[FFmpeg-devel] lavf/movenc: Replace dts by pts to calculate duration

Submitted by manuelyuan on Nov. 7, 2019, 9:55 a.m.

Details

Message ID 6ece1746.ae22.16e454a2aee.Coremail.manuelyuan@163.com
State New
Headers show

Commit Message

manuelyuan Nov. 7, 2019, 9:55 a.m.
From: Mengyang Yuan <manuelyuan@163.com>

In this case, the input video is of dynamic frame rate and we don't want to
duplicate or drop frames, but the output video duration calculated by DTS is
incorrect, I solved it by using PTS.
There are many UGC videos with dynamic frame rates, which are represented by
PTS jumps. After transcoding with ffmpeg -vsync 0 or -vsync 2, the output
video duration becomes longer.By reading the code of x264/encoder/encoder.c,
I found that in order to predict the B frame, x264 needs to ensure that there
are enough reference frames when DTS = 0, so the DTS of these reference frames
will subtract the cache time. However, the cache time includes the part of PTS
jumps, which results in the abnormal small DTS.

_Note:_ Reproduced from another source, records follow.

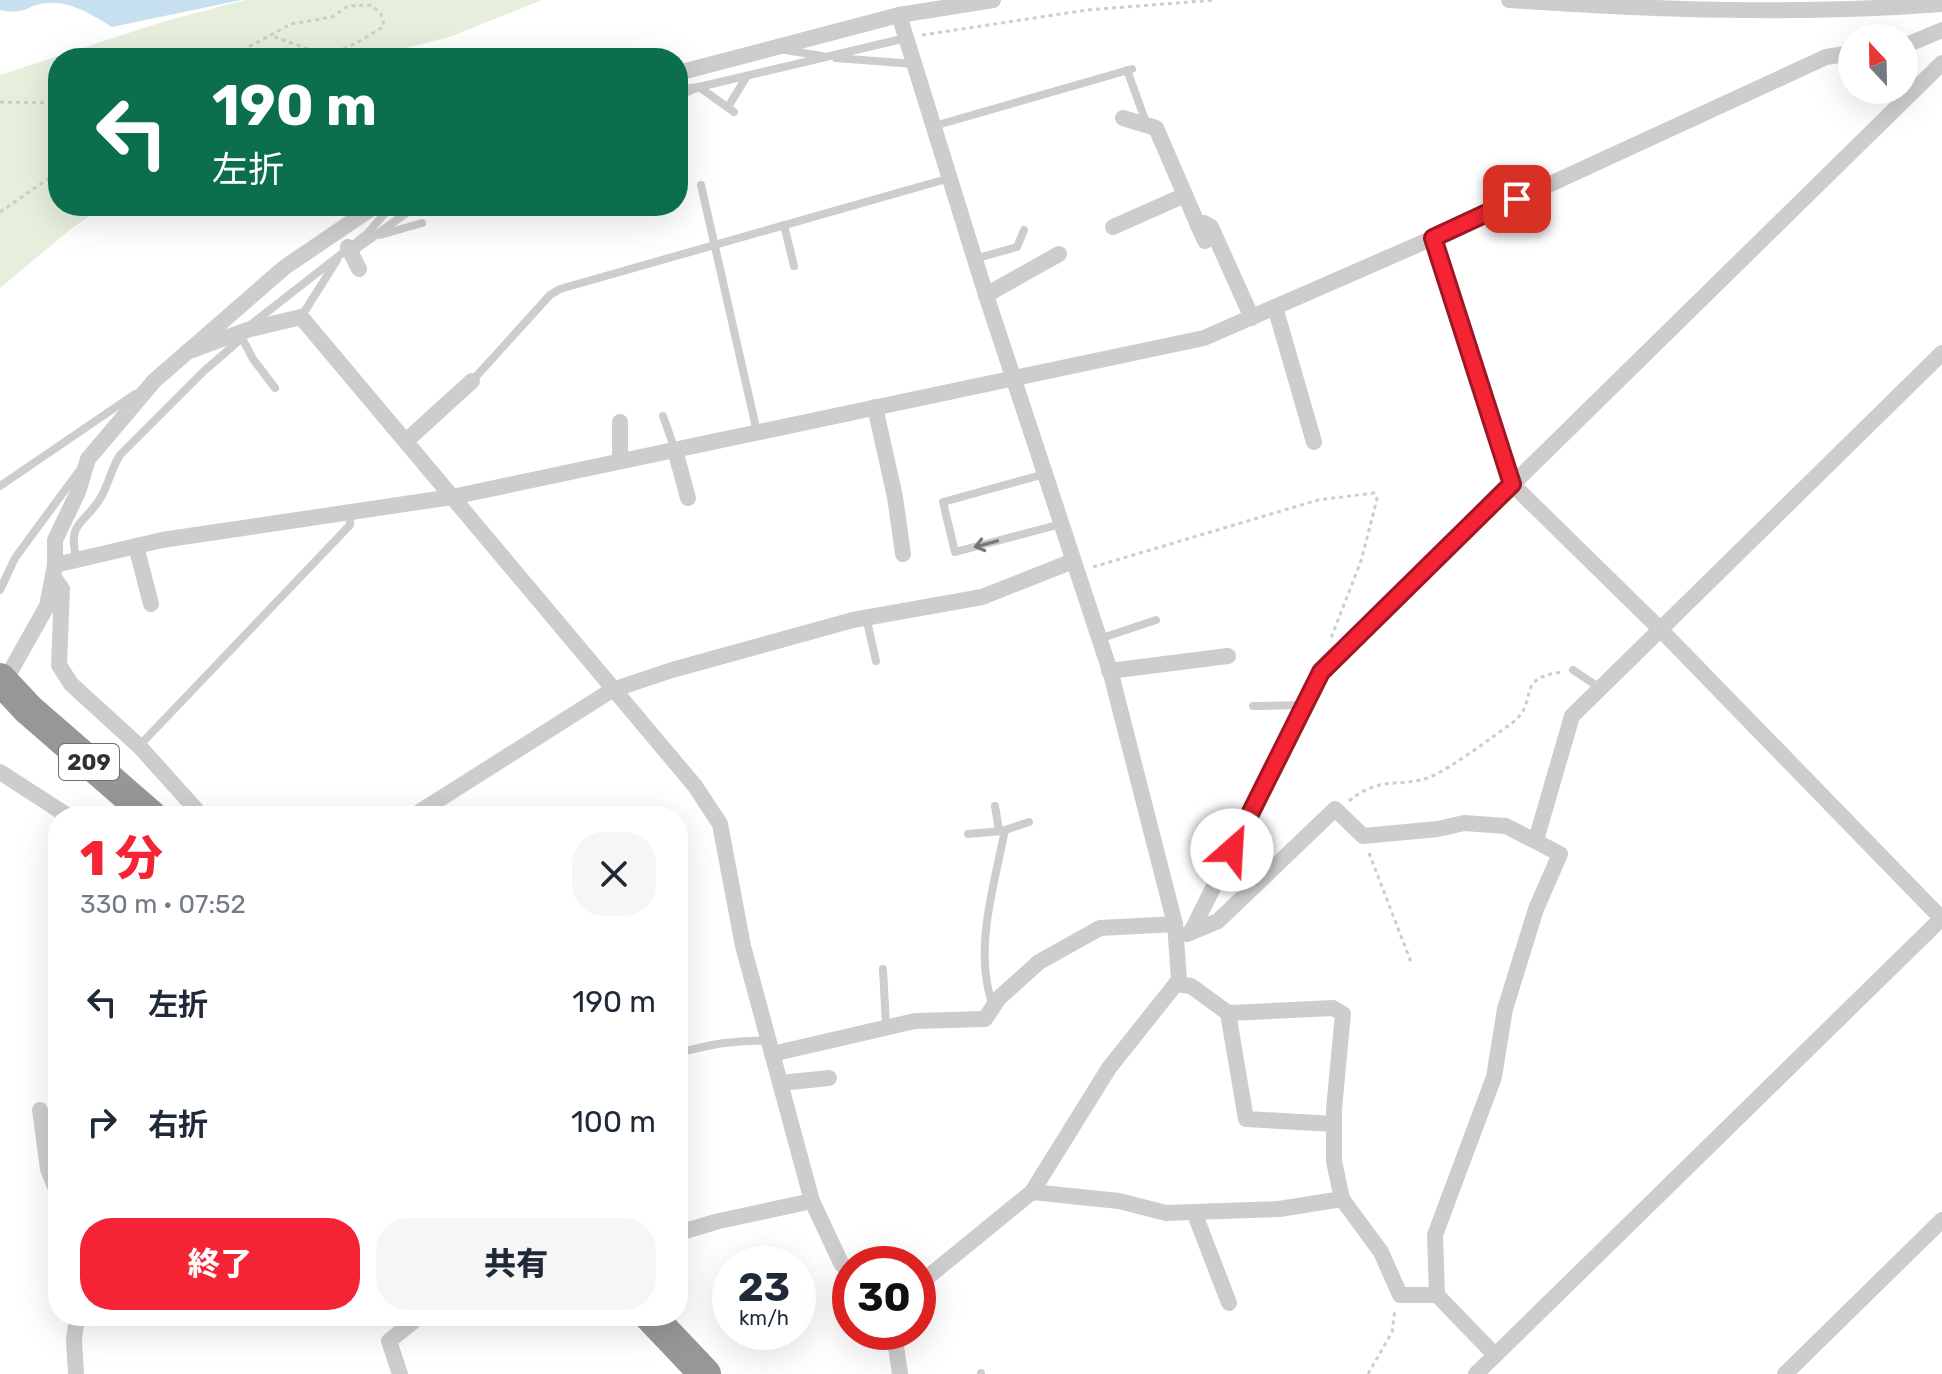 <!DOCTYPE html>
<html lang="ja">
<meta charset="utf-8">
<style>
body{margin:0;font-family:Rubik,"Noto Sans JP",sans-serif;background:#f6f6f7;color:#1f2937;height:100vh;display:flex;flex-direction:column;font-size:30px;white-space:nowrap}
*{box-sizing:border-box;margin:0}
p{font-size:26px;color:#747a83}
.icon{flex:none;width:44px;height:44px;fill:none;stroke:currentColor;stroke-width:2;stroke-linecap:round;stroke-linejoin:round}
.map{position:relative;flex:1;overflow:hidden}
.details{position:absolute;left:48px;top:806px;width:640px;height:520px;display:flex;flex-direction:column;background:#fff;border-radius:32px;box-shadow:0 8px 32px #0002}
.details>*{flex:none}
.top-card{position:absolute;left:48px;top:48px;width:640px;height:168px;border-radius:32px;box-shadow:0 8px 32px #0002;background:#0b6e4f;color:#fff;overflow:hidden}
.needle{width:52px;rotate:338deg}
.buttons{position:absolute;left:1838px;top:24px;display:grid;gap:16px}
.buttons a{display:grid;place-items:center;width:80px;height:80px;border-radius:50%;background:#fff;box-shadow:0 8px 32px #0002;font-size:40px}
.speed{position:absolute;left:712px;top:1246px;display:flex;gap:16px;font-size:40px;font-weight:700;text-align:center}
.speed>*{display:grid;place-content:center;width:104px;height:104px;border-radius:50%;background:#fff;box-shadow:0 8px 32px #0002;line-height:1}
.speed small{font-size:20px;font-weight:400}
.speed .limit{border:12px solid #d22;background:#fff;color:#111}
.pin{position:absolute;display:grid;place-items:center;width:68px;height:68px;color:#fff;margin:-34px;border-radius:16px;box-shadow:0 4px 12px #0006}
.me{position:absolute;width:88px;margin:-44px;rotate:26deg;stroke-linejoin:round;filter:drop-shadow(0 0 6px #0008)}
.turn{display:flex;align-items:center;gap:28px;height:168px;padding:0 32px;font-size:36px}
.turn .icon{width:104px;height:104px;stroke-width:2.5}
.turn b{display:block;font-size:56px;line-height:68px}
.round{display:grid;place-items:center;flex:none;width:84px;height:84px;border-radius:32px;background:#f6f6f7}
.summary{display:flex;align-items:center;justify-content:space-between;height:136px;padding:0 32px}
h1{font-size:48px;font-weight:800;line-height:60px;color:#f42435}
.primary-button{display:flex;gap:16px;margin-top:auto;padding:16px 32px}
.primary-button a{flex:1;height:92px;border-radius:32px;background:#f42435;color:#fff;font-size:32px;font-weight:800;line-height:92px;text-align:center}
.primary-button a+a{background:#f6f6f7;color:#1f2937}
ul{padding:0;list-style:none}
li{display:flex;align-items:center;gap:24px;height:120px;padding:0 32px}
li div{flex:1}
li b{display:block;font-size:30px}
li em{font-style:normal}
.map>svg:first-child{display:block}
.green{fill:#e6eedc}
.water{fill:#c7e0ef}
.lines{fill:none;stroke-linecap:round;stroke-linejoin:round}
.path{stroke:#cdcdcd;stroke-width:3;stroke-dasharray:4 4;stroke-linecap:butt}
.lane{stroke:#cdcdcd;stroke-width:8}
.street{stroke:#cdcdcd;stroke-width:16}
.highway{stroke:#979797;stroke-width:32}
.highway-bridge{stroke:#979797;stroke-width:32}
.oneway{stroke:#777}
.route-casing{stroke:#9f1722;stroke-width:20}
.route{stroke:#f42435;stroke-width:14}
.labels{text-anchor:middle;stroke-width:8;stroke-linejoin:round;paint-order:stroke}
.shield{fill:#fff;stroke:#6e6e6e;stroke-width:2}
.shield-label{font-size:22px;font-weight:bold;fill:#303030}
</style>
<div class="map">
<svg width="1942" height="1374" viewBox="0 0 1942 1374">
<rect width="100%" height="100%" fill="#fff"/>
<path class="green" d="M245 0H542L450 37 398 50 381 58H58V206H104L72 228 0 288V75L162 22Z"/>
<path class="water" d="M0 0H241L112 27C94 16 71 1 48 3 27 4 26 16 0 10Z"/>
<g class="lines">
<g class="path">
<path d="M922 35 1087 10 1215 0"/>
<path d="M228 58 291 24 332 17 348 6 371 5 381 14 384 26C330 61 327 56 270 35"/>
<path d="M0 102 58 103"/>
<path d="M0 212 58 172"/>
<path d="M1093 567 1318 500 1374 493 1377 499 1361 561 1331 638"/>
<path d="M1349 801C1382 774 1399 789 1430 777 1453 767 1491 738 1512 723 1541 701 1512 678 1563 672"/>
<path d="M1369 853 1411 962"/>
<path d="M1368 1374 1392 1332 1395 1309"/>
</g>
<g class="lane">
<path d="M785 50 822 56"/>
<path d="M836 58 914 64"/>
<path d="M1127 70 1147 125"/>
<path d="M678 89 699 87 906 38"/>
<path d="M678 96 699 87 734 112"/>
<path d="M728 107 747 76"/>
<path d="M934 126 1132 69"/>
<path d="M701 185 757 432"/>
<path d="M784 225 794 266"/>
<path d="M380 235 422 223"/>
<path d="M351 253 416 206"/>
<path d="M974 259 1017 247 1024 230"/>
<path d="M301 317 337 260"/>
<path d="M249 326 367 234 391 206"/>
<path d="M241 336 253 359 275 388"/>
<path d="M472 381 550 295 560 289 950 178"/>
<path d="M663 416 675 450"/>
<path d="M1045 474 943 502 955 552 1061 524"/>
<path d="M0 486 135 394"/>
<path d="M77 560C66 521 85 525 101 497 109 483 111 469 120 455L204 371 241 339"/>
<path d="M0 590 15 558 79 471"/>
<path d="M866 617 876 661"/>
<path d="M1099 639 1156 620"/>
<path d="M1573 670 1600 688"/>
<path d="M1253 706 1304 705"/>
<path d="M139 746 350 525V511"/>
<path d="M995 806 999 831"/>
<path d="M968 834 1002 831 1029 822"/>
<path d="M883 969 886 1026"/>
<path d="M993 1006C973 950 994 886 1005 830"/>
<path d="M679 1013 680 1052"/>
<path d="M678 1053C709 1045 736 1039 768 1041"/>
<path d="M981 1374V1373"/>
</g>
<g class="street">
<path d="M1509 0C1653 10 1799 15 1942 4"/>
<path d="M899 15 986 295 1111 674 1175 924 1179 980 1109 1068 1032 1192 918 1285"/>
<path d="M1904 46 1942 30"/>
<path d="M678 73 899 15 993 0"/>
<path d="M1123 118 1156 128 1205 241"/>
<path d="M1198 226 1204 223 1211 227 1252 318"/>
<path d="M1113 227 1185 195"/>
<path d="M1433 238 1512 484 1660 629 1942 919"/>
<path d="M348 247 359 269"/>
<path d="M986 295 1059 254"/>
<path d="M1275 307 1314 442"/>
<path d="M187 352 247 330 301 317 695 786 720 824 743 946 812 1201 841 1263 850 1274"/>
<path d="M875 407 895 497 903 554"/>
<path d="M406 441 472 381"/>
<path d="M675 450 688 498"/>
<path d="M620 461V422"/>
<path d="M136 546 151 604"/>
<path d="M55 565 162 540 452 497 1204 338 1433 238 1826 57 1852 53"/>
<path d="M53 576 62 589 59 665 71 684 139 746 202 816"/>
<path d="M1109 671 1228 656"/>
<path d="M2 686 47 606 55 565V540L78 492 88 459 154 381 285 267 375 206"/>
<path d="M0 772 68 816"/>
<path d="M413 816 612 690 672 670 853 620 982 597 1073 561"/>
<path d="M1536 840 1572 716 1942 353"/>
<path d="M1191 932 1321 672 1942 63"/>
<path d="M1187 934 1218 921 1335 809 1363 836 1438 829 1464 823 1506 826 1560 854 1536 909 1505 1009 1494 1077 1435 1235 1437 1295 1495 1355"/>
<path d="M1176 984 1191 986 1228 1013 1246 1119 1334 1124"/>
<path d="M1228 1013 1333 1008 1343 1014 1334 1109V1161L1342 1199"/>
<path d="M772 1054 915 1021 985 1019 999 998 1039 962 1100 928 1175 924"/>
<path d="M780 1083 829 1078"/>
<path d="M40 1110 48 1169 58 1194"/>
<path d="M1032 1192 1119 1201 1166 1213 1279 1209 1342 1199 1381 1252 1400 1295H1437"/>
<path d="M1194 1212 1229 1303"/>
<path d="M678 1233 719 1221 812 1201"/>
<path d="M891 1332 895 1339 900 1374"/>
<path d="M76 1374 74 1340 77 1316"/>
<path d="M400 1374 389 1341 420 1316"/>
<path d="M1476 1374 1942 918"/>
<path d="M1785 1374 1942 1220"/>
</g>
<g class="highway">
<path d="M28 709 151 816"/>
<path d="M650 1316 705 1374"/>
</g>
<path class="highway-bridge" d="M0 679 28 709"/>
</g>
<defs><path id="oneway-shaft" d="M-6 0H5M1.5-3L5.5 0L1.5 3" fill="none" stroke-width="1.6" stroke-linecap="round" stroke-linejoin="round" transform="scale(2)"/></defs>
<use class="oneway" href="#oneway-shaft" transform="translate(986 544) rotate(165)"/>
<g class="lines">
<defs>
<path id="route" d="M1232 850 1321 672 1512 484 1433 238 1517 199"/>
</defs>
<use href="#route" class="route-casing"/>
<use href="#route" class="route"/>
</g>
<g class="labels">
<rect class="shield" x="59" y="744" width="60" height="36" rx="6"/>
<g class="shield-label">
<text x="89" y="770">209</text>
</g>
</g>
</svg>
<div class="buttons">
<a><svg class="needle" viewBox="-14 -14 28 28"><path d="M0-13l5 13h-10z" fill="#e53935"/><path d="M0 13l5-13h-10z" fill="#747a83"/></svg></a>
</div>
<div class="speed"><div>23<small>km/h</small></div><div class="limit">30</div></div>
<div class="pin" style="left:1517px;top:199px;background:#d93025"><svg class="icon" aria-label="arrive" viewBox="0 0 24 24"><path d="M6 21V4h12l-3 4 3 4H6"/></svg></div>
<svg class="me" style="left:1232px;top:850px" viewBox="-20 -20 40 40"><circle r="19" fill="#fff"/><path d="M0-13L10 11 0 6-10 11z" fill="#f42435"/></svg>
<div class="top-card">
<div class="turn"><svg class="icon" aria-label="left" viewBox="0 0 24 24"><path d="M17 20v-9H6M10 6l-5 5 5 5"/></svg><div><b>190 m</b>左折</div></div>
</div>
<section class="details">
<div class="summary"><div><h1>1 分</h1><p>330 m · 07:52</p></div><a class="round"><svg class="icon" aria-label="close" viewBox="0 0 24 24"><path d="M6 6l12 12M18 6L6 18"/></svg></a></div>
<ul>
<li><svg class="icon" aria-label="left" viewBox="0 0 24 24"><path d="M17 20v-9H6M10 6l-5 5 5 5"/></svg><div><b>左折</b></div><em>190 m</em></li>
<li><svg class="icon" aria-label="right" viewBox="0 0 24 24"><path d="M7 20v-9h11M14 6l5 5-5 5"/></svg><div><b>右折</b></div><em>100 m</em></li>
</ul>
<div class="primary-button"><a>終了</a><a>共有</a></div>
</section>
</div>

Signed-off-by: Mengyang Yuan <manuelyuan@163.com>
---
 libavformat/movenc.c  | 23 ++++++++++++++---------
 libavformat/movenc.h  |  2 ++
 tests/ref/fate/movenc | 20 ++++++++++----------
 tests/ref/lavf/mov    |  4 ++--
 tests/ref/lavf/mp4    |  4 ++--
 5 files changed, 30 insertions(+), 23 deletions(-)

Comments

Michael Niedermayer Nov. 7, 2019, 6:21 p.m.
On Thu, Nov 07, 2019 at 05:55:18PM +0800, manuelyuan wrote:
> From: Mengyang Yuan <manuelyuan@163.com>
> 
> In this case, the input video is of dynamic frame rate and we don't want to
> duplicate or drop frames, but the output video duration calculated by DTS is
> incorrect, I solved it by using PTS.
> There are many UGC videos with dynamic frame rates, which are represented by
> PTS jumps. After transcoding with ffmpeg -vsync 0 or -vsync 2, the output
> video duration becomes longer.By reading the code of x264/encoder/encoder.c,
> I found that in order to predict the B frame, x264 needs to ensure that there
> are enough reference frames when DTS = 0, so the DTS of these reference frames
> will subtract the cache time. However, the cache time includes the part of PTS
> jumps, which results in the abnormal small DTS.
> 
> Signed-off-by: Mengyang Yuan <manuelyuan@163.com>
> ---
>  libavformat/movenc.c  | 23 ++++++++++++++---------
>  libavformat/movenc.h  |  2 ++
>  tests/ref/fate/movenc | 20 ++++++++++----------
>  tests/ref/lavf/mov    |  4 ++--
>  tests/ref/lavf/mp4    |  4 ++--
>  5 files changed, 30 insertions(+), 23 deletions(-)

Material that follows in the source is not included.